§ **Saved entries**

= Beginning of Section =

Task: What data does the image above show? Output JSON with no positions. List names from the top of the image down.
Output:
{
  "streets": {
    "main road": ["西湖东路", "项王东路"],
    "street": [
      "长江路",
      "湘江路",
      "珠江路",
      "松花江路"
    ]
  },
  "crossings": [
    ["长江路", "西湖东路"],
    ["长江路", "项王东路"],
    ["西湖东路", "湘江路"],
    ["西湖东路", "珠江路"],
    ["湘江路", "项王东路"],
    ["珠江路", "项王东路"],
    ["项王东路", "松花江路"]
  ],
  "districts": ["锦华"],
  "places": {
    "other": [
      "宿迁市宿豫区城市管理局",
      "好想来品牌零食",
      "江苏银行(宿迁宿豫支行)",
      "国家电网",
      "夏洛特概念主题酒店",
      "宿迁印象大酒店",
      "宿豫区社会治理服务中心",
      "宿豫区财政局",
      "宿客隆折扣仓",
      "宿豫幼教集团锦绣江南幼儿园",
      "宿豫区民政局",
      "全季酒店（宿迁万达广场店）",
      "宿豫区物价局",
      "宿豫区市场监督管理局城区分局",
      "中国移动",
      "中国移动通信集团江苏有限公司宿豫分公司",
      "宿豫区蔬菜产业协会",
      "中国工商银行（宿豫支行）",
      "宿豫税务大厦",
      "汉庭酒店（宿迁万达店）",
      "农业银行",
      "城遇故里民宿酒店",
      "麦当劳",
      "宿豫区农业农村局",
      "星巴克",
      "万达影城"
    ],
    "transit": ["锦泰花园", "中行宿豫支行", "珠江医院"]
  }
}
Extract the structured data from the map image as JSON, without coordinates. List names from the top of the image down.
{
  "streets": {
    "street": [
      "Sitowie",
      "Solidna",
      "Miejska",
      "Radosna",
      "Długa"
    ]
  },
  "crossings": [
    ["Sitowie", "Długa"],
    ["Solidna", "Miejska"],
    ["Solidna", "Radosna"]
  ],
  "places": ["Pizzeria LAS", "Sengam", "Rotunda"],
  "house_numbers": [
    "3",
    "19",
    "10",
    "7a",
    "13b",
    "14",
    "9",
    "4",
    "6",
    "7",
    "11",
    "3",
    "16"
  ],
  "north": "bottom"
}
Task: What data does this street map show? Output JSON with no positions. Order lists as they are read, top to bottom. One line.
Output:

= End of Section =

§ **WORK INSTRUCTION**
Count the lines of the records that include the word "positions". Give the number by itself.

§ **RESPONSE**
2